START Data provided
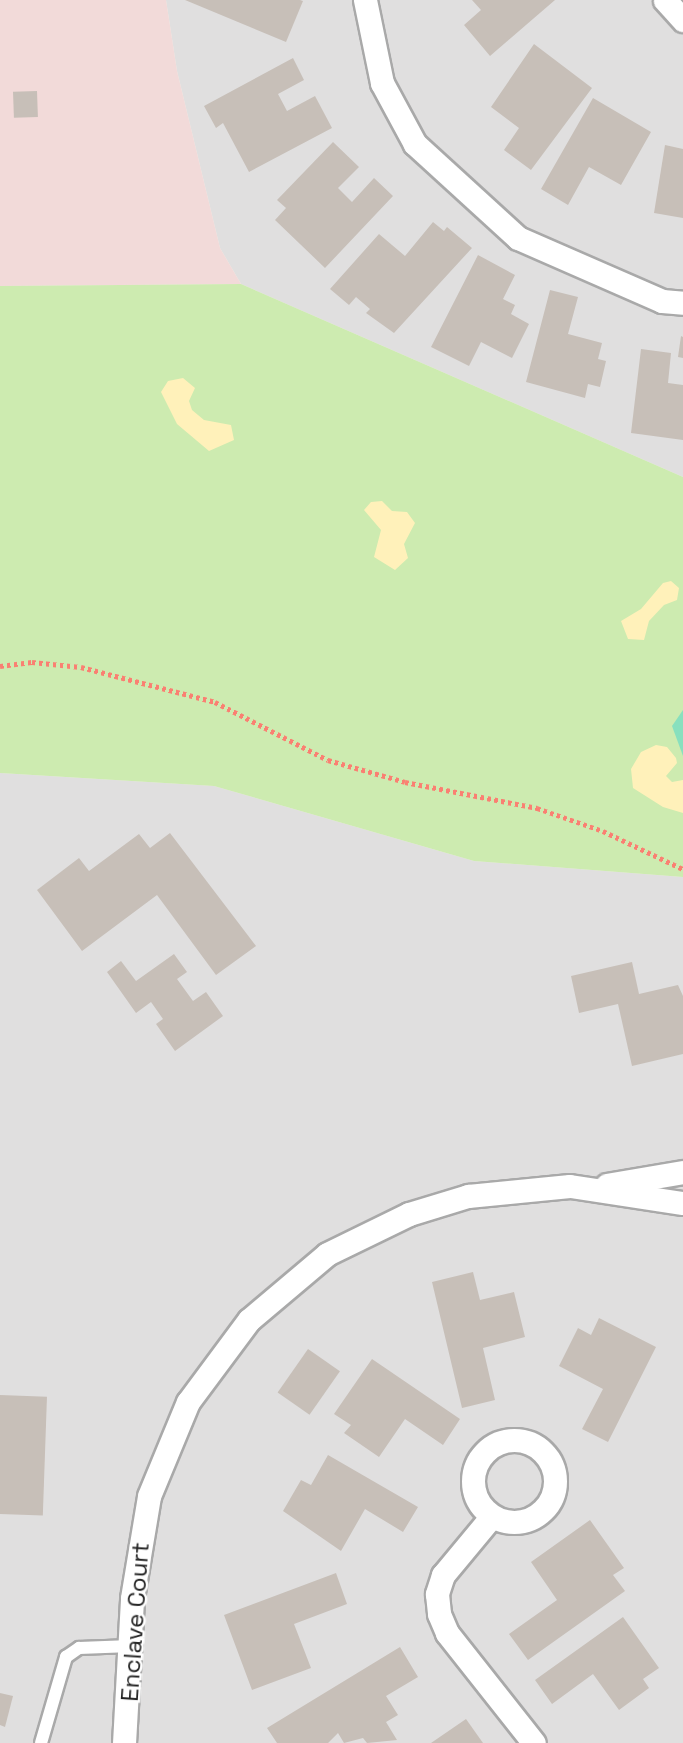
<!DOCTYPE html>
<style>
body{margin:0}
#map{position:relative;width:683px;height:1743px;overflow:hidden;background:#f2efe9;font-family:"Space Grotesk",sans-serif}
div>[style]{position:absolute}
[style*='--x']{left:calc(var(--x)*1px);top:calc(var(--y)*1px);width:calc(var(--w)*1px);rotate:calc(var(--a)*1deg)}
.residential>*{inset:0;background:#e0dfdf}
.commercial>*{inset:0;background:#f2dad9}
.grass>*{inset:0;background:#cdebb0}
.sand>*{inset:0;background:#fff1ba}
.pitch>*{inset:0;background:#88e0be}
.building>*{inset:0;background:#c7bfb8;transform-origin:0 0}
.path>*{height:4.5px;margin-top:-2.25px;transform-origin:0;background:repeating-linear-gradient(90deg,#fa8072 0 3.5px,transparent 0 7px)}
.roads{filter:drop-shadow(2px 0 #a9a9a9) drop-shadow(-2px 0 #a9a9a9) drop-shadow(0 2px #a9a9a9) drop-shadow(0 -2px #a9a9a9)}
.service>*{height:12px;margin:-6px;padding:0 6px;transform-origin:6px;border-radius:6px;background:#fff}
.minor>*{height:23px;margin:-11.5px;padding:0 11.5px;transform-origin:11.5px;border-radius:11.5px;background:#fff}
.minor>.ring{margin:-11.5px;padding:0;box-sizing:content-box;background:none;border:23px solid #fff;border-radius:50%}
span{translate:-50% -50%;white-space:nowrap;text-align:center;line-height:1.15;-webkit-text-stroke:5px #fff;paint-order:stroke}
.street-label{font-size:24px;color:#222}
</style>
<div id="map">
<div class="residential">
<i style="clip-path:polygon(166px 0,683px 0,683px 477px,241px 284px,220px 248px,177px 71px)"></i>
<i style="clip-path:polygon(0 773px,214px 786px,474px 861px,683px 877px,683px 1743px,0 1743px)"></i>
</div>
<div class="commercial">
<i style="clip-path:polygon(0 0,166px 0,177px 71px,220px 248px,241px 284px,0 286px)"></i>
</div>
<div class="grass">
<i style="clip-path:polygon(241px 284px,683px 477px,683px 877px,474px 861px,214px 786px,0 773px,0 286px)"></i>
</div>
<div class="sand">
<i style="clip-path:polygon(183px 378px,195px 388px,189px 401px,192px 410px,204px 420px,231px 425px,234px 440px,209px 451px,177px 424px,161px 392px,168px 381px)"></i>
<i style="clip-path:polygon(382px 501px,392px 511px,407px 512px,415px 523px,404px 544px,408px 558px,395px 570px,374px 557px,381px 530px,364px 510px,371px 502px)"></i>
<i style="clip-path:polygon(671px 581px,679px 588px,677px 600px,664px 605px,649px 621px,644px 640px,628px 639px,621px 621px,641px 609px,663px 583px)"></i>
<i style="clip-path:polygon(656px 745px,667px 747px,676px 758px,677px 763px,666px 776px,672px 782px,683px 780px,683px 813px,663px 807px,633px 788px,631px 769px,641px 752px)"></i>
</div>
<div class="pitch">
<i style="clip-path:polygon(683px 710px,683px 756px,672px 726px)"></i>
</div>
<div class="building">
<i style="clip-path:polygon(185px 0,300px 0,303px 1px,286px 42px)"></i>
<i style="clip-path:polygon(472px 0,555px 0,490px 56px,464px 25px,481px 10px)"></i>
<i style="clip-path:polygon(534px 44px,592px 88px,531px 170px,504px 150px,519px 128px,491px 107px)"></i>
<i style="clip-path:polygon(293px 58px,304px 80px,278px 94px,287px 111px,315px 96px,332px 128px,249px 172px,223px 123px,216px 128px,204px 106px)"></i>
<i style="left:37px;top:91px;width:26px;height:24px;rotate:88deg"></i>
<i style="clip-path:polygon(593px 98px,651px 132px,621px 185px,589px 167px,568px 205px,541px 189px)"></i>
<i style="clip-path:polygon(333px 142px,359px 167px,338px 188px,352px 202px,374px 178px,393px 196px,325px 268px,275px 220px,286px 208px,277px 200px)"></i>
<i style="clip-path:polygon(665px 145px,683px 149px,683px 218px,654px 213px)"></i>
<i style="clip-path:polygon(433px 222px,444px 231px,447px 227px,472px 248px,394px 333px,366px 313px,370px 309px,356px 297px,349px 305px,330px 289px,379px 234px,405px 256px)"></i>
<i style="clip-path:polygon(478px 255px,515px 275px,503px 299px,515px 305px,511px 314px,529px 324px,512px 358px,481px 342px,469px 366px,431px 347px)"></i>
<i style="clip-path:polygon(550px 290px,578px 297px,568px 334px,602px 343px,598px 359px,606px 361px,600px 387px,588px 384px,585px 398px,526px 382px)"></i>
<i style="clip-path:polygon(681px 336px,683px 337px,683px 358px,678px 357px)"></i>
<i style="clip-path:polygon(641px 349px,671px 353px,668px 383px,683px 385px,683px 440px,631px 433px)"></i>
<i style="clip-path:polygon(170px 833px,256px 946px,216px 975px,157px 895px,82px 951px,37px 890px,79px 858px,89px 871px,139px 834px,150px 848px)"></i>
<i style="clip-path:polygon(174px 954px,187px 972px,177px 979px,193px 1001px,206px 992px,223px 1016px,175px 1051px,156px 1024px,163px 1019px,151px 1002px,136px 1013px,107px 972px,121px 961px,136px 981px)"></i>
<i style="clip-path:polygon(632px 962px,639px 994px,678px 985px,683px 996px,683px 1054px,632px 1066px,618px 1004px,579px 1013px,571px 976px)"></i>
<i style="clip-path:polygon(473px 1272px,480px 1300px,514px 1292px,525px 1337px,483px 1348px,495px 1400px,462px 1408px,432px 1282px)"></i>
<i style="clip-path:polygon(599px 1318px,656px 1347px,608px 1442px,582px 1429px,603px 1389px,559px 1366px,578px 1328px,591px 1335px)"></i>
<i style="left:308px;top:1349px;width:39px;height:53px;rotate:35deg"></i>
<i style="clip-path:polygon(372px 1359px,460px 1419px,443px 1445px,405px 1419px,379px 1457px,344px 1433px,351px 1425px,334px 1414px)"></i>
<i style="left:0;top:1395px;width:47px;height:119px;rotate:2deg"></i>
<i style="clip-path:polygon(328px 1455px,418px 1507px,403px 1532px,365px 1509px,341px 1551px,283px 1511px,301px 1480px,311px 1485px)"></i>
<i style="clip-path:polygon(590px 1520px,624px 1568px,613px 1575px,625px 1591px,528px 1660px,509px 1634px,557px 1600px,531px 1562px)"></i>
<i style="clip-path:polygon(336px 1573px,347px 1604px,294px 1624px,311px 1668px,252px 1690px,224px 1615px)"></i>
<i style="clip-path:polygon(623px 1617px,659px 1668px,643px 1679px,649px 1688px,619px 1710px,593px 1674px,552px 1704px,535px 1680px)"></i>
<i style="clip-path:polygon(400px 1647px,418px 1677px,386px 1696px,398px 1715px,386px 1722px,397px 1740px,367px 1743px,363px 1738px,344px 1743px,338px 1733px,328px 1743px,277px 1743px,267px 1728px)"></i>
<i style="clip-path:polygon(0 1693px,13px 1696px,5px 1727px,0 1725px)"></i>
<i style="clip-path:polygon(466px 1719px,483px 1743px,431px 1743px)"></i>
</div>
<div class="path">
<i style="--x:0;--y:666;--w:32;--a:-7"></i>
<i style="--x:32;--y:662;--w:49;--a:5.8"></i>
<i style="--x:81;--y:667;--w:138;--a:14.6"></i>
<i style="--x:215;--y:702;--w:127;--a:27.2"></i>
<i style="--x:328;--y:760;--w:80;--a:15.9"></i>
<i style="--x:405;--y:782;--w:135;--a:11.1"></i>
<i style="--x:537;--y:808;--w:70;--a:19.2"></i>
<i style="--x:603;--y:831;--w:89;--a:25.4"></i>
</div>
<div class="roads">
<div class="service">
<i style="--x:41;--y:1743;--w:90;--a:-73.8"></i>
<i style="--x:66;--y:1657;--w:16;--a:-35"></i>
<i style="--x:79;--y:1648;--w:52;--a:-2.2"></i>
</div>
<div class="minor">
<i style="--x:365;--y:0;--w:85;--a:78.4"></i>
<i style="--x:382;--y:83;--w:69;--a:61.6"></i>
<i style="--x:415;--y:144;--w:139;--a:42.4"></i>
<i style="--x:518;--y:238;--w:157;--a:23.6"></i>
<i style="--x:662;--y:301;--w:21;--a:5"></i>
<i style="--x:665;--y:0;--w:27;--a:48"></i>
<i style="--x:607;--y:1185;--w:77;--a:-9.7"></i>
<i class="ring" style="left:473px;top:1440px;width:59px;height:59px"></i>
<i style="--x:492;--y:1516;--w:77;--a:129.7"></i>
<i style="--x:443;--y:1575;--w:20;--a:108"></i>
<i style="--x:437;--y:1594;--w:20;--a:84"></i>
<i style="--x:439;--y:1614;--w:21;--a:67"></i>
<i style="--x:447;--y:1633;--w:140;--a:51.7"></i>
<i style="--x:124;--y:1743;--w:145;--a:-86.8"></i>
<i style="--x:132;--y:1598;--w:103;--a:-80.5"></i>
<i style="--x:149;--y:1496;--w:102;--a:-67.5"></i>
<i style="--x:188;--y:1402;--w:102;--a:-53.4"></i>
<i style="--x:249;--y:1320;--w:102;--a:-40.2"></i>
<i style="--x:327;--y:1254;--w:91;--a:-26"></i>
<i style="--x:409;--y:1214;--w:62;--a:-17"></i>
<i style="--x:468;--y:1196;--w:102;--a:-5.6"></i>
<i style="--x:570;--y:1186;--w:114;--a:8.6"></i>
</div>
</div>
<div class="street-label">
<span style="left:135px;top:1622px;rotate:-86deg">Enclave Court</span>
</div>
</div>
END Data provided
Problem
Your answer must be a single number: the count of lines in the records that hold the word "position".

Task response
2